Nel giugno del 1996, in seguito alle dichiarazioni di Palazzolo, che indica in Badalamenti il mandante dell’omicidio assieme al suo vice Vito Palazzolo, l’inchiesta viene formalmente riaperta. Nel novembre del 1997 viene emesso un ordine di cattura per Badalamenti, incriminato come mandante del delitto. Il 10 marzo 1999 si svolge l’udienza preliminare del processo contro Vito Palazzolo, mentre la posizione di Badalamenti viene stralciata.

I familiari, il Centro Impastato, Rifondazione comunista, il Comune di Cinisi e l’Ordine dei giornalisti chiedono di costituirsi parte civile e la loro richiesta viene accolta. Il 23 novembre 1999 Gaetano Badalamenti rinuncia all’udienza preliminare e chiede il giudizio immediato.

Nell’udienza del 26 gennaio 2000 la difesa di Vito Palazzolo chiede che si proceda con il rito abbreviato, mentre il processo contro Gaetano Badalamenti si svolgerà con il rito normale e in video-conferenza. Il 4 maggio, nel procedimento contro Palazzolo, e il 21 settembre, nel processo contro Badalamenti, vengono respinte le richieste di costituzione di parte civile del Centro Impastato, di Rifondazione comunista e dell’Ordine dei giornalisti.

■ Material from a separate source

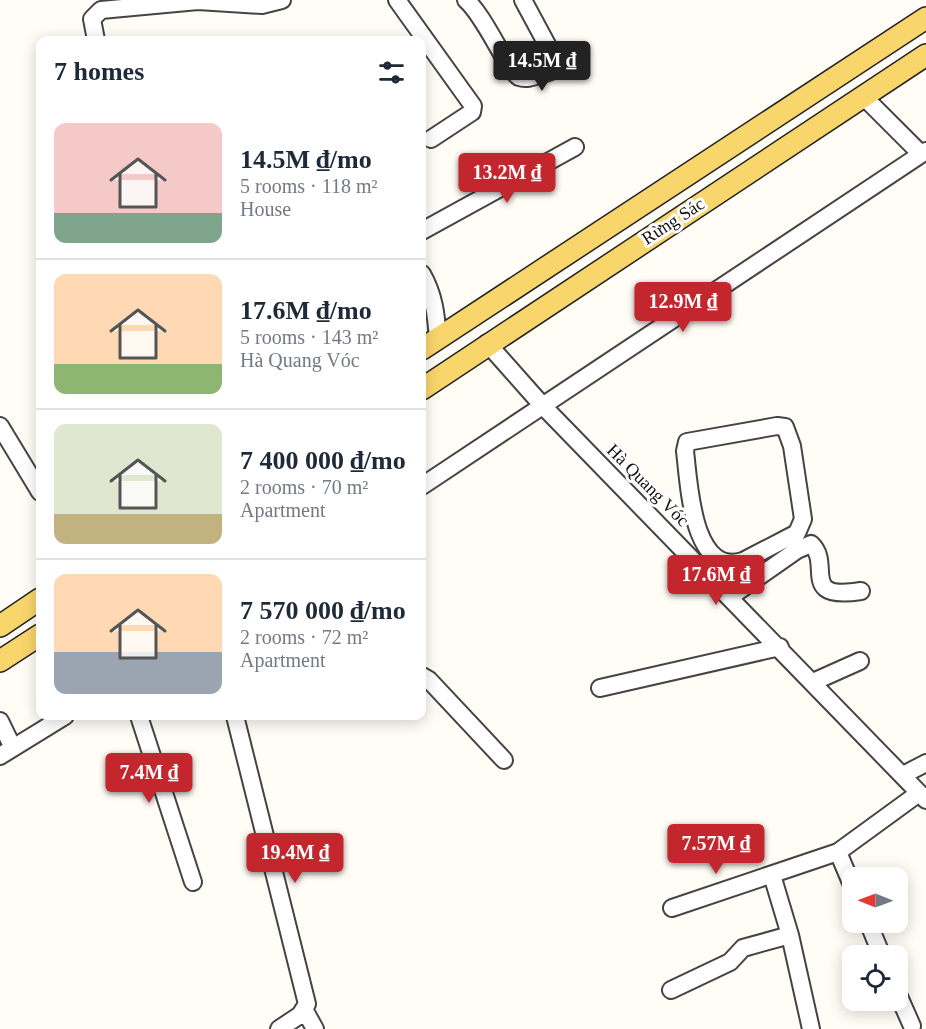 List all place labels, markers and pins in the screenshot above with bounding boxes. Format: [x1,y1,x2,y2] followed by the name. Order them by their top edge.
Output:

Nel 1998 presso la Commissione parlamentare antimafia si è costituito un Comitato sul caso Impastato e il 6 dicembre 2000 è stata approvata una relazione sulle responsabilità di rappresentanti delle istituzioni nel depistaggio delle indagini. Nella commissione si rendono note le posizioni favorevoli all’ipotesi dell’attentato terroristico poste in essere dai seguenti militari dell’arma: il Maggiore Tito Baldo Honorati; il maggiore Antonio Subranni; il maresciallo Alfonso Travali.[3]

Il 5 marzo 2001 la Corte d’assise ha riconosciuto Vito Palazzolo colpevole e lo ha condannato a trent’anni di reclusione. L’11 aprile 2002 Gaetano Badalamenti è stato condannato all’ergastolo.